Any standard of care and duty imposed by this Agreement or under the Delaware Act or any applicable law, rule or regulation shall be modified, waived or limited, to the extent permitted by law, as required to permit the General Partner to act under this Agreement or any other agreement contemplated by this Agreement and to make any decision pursuant to the Authority prescribed in this Agreement, so long as such action is reasonably believed by the General Partner to be in, or not inconsistent with, the best interests of the Partnership.[64]

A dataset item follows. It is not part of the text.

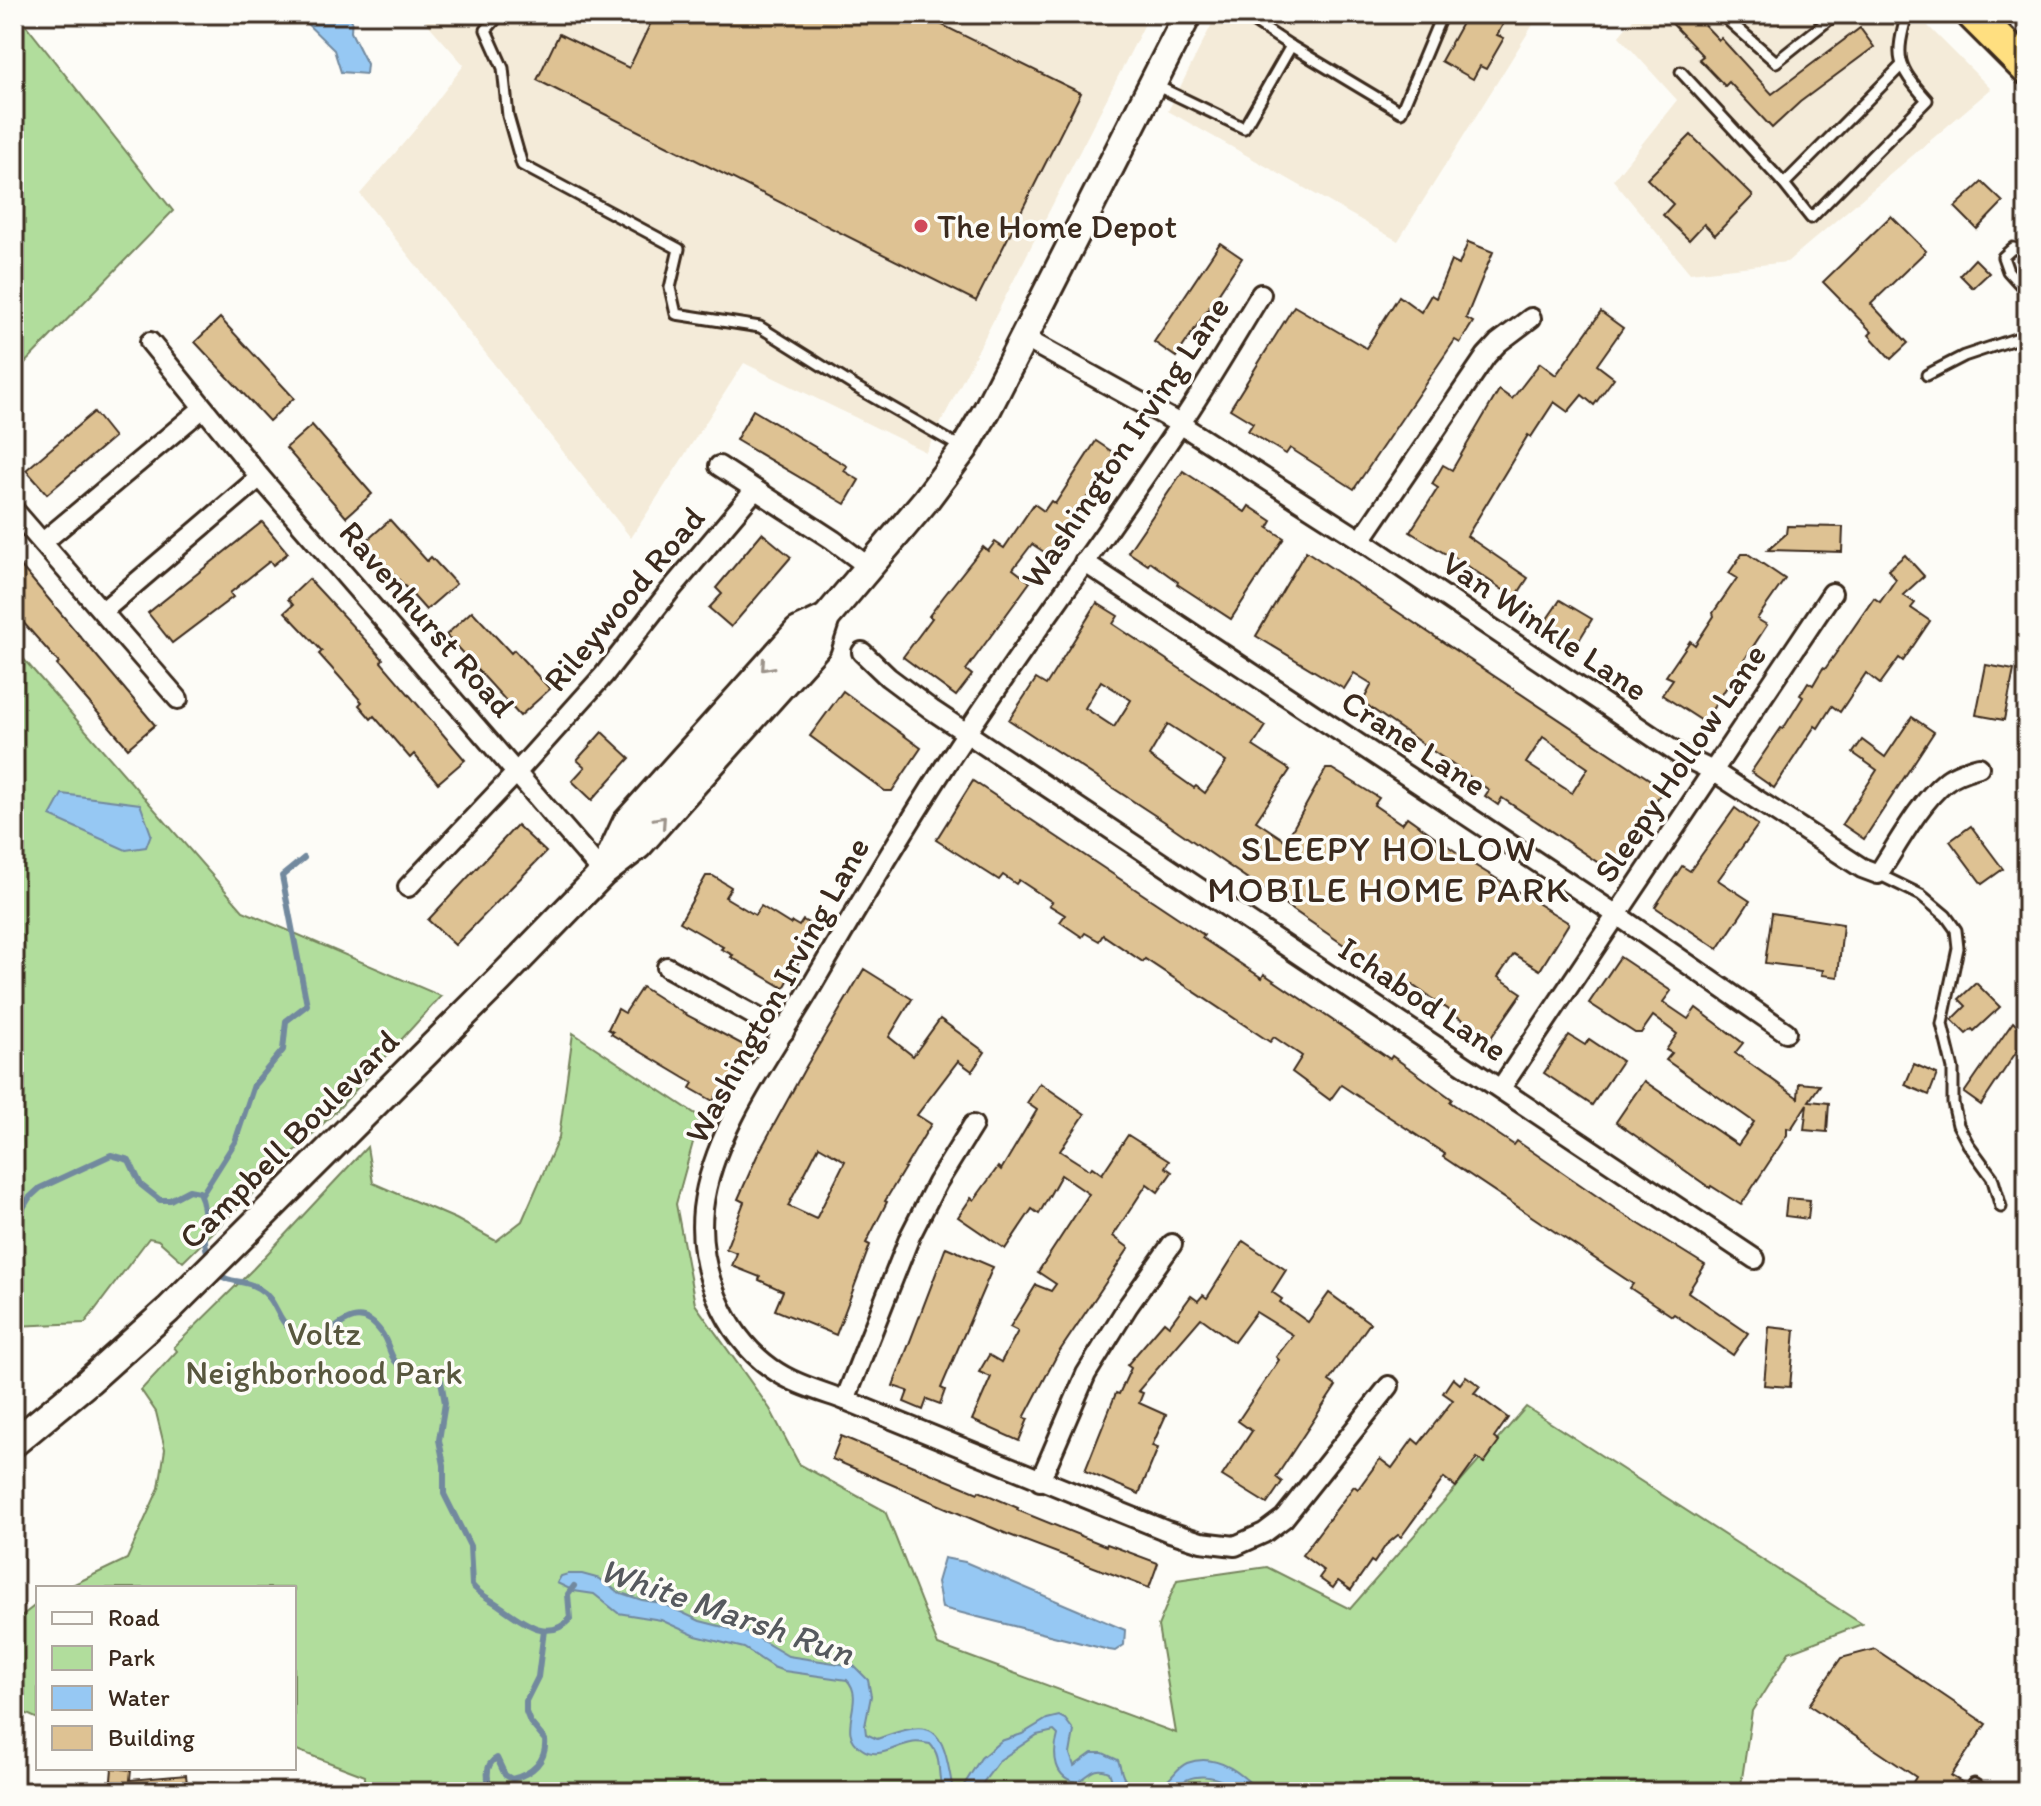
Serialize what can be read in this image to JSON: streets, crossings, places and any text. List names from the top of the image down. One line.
{"streets":{"street":["Washington Irving Lane","Rileywood Road","Ravenhurst Road","Van Winkle Lane","Crane Lane","Sleepy Hollow Lane","Ichabod Lane","Campbell Boulevard"]},"crossings":[["Washington Irving Lane","Van Winkle Lane"],["Washington Irving Lane","Crane Lane"],["Washington Irving Lane","Ichabod Lane"],["Rileywood Road","Ravenhurst Road"],["Rileywood Road","Campbell Boulevard"],["Ravenhurst Road","Campbell Boulevard"],["Van Winkle Lane","Sleepy Hollow Lane"],["Van Winkle Lane","Campbell Boulevard"],["Crane Lane","Sleepy Hollow Lane"],["Sleepy Hollow Lane","Ichabod Lane"]],"districts":["SLEEPY HOLLOW MOBILE HOME PARK"],"water":["White Marsh Run"],"parks":["Voltz Neighborhood Park"],"places":["The Home Depot"],"legend":["Road","Park","Water","Building"]}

         The Delaware Supreme Court addressed functionally identical language in Norton v. K-Sea Transportation Partners L.P.[65] The relevant portion of the agreement in Norton reads:

Any standard of care and duty imposed by [the LPA] or [DRULPA] . . . shall be modified, waived or limited, to the extent permitted by law, as required to permit [K-Sea GP] to act under [the LPA] . . . and to make any decision pursuant to the authority prescribed in [the LPA], so long as such action is reasonably believed by [K-Sea GP] to be in, or not inconsistent with, the best interests of the Partnership.[66]

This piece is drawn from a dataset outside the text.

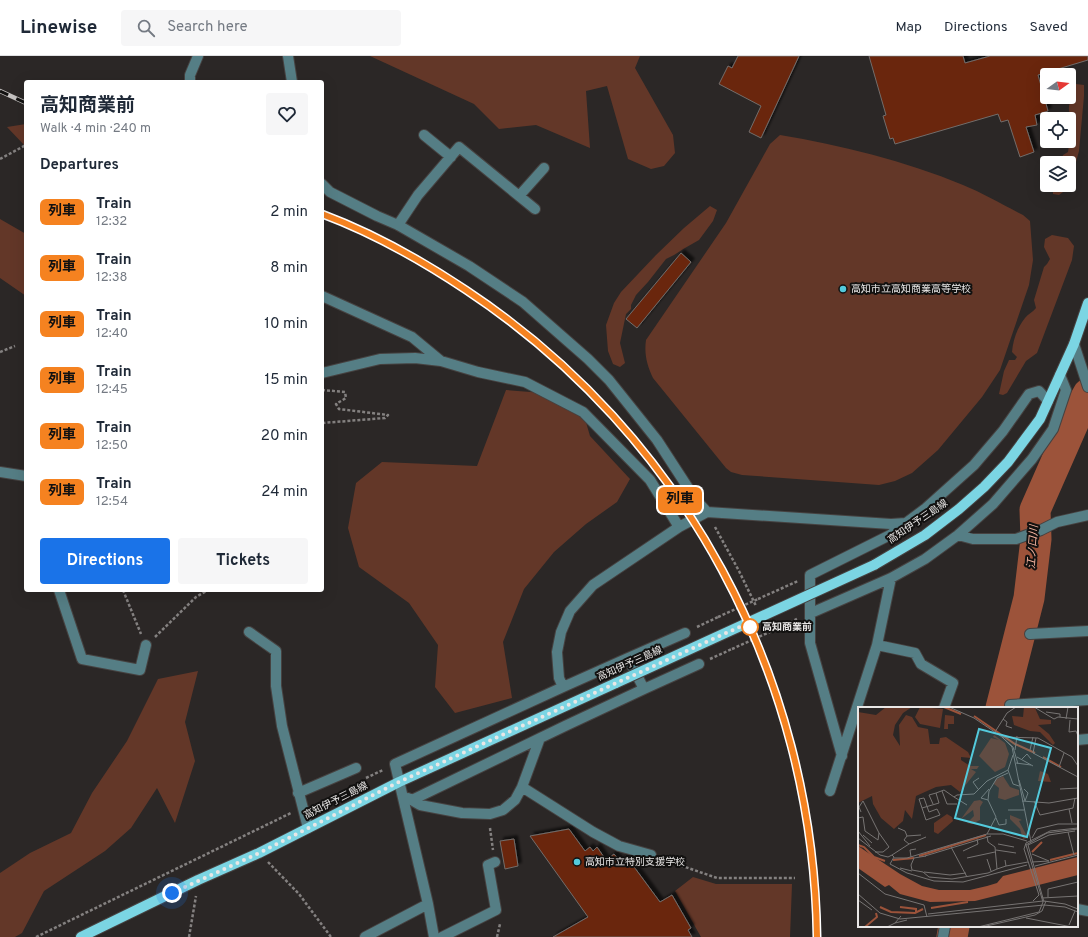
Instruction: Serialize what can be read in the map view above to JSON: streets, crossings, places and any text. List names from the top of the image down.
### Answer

         The only difference between the language in this case and the language in Norton is the defined terms. The Supreme Court held in Norton that "Section 7.10(d) eliminates any duties that otherwise exist and replaces them with a contractual fiduciary duty-namely, that K-Sea GP must reasonably believe that its action is in the best interest of, or not inconsistent with, the best interests of the Partnership."[67]Here, as in Norton, the partnership agreement eliminates common law fiduciary duties.

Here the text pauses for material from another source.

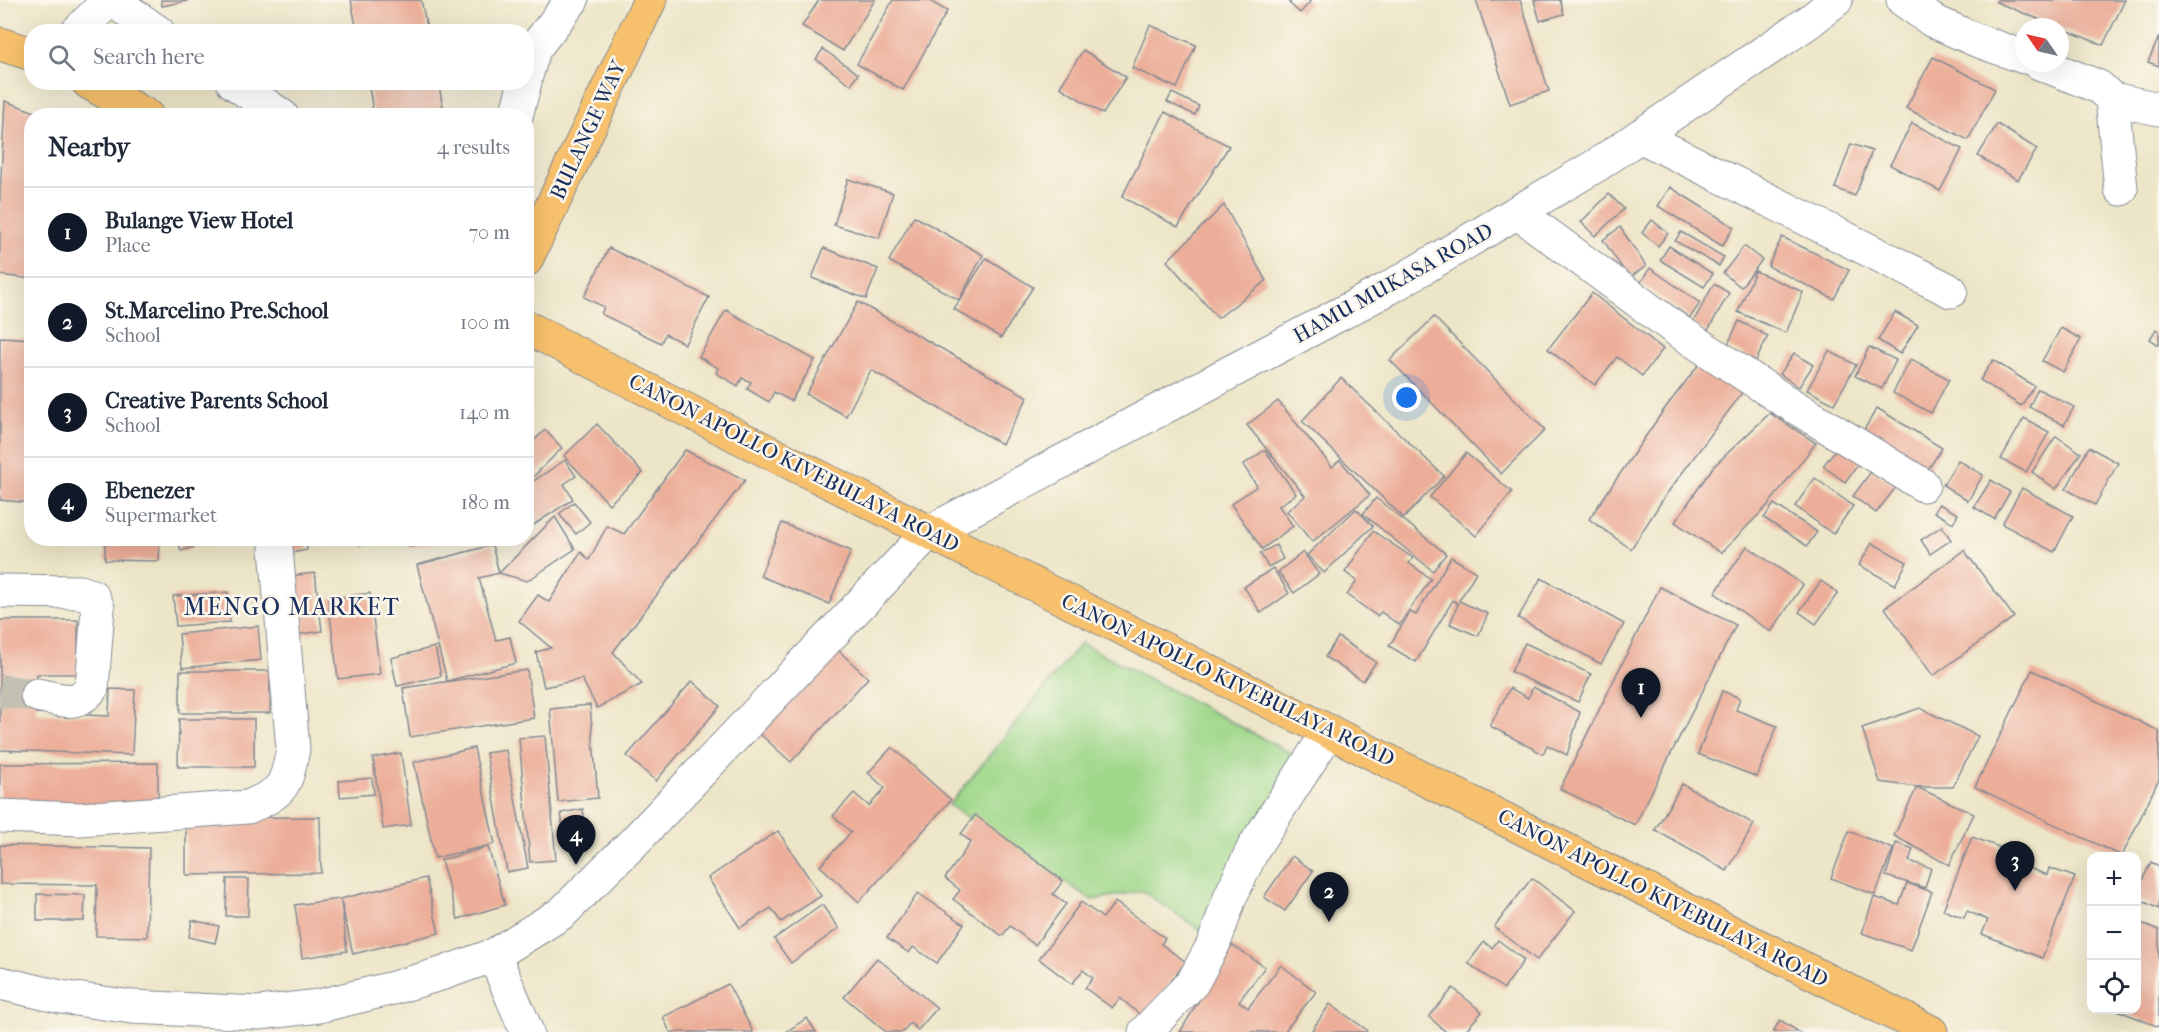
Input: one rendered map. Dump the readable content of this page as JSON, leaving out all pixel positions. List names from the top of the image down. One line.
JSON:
{"streets":{"main road":["BULANGE WAY","CANON APOLLO KIVEBULAYA ROAD"],"street":["HAMU MUKASA ROAD"]},"crossings":[["HAMU MUKASA ROAD","CANON APOLLO KIVEBULAYA ROAD"]],"districts":["MENGO MARKET"],"north":"top left","page":{"search":"Search here","heading":["Nearby","4 results"],"list":[{"mark":"1","name":"Bulange View Hotel","note":"Place","value":"70 m"},{"mark":"2","name":"St.Marcelino Pre.School","note":"School","value":"100 m"},{"mark":"3","name":"Creative Parents School","note":"School","value":"140 m"},{"mark":"4","name":"Ebenezer","note":"Supermarket","value":"180 m"}],"pins":["1","4","3","2"],"map_buttons":["+","−"]}}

         Plaintiff argues that the LP Agreement modifies (instead of eliminates) fiduciary duties, leaving room for its common law fiduciary duty claims.[68] Plaintiff cites In re Kinder Morgan, Inc. Corporate Reorganization Litigation[69] for the proposition that "this contractual language [in Section 7.10(d)] does not unconditionally eliminate common law fiduciary duties. Rather, it imposes 'a condition precedent to the effectiveness of the provisions of the [Partnership] Agreement that purport to modify, waive, or limit standards of care or duties otherwise imposed by law.'"[70] In Kinder Morgan, Vice Chancellor Laster interpreted language in a limited partnership agreement that was also functionally identical to the language before me now.[71] Vice Chancellor Laster stated that "[a]s interpreted by Norton, [the language] eliminates all common law fiduciary duties and substitutes in their place a contractual duty under which the General Partner 'must reasonably believe that its action is in the best interest of, or not inconsistent with, the best interests of the partnership.'"[72] In a footnote, Vice Chancellor Laster noted that "[a]bsent Norton, I would hold that the plain language of [the agreement] establishes a condition precedent to the effectiveness of the provisions of the [agreement] that purport to modify, waive, or limit standards of care or duties otherwise imposed by law . . . . But Norton is controlling."[73] Plaintiff's argument that this footnoted dicta, which explicitly defers to Norton, controls in place of Norton is unconvincing at best.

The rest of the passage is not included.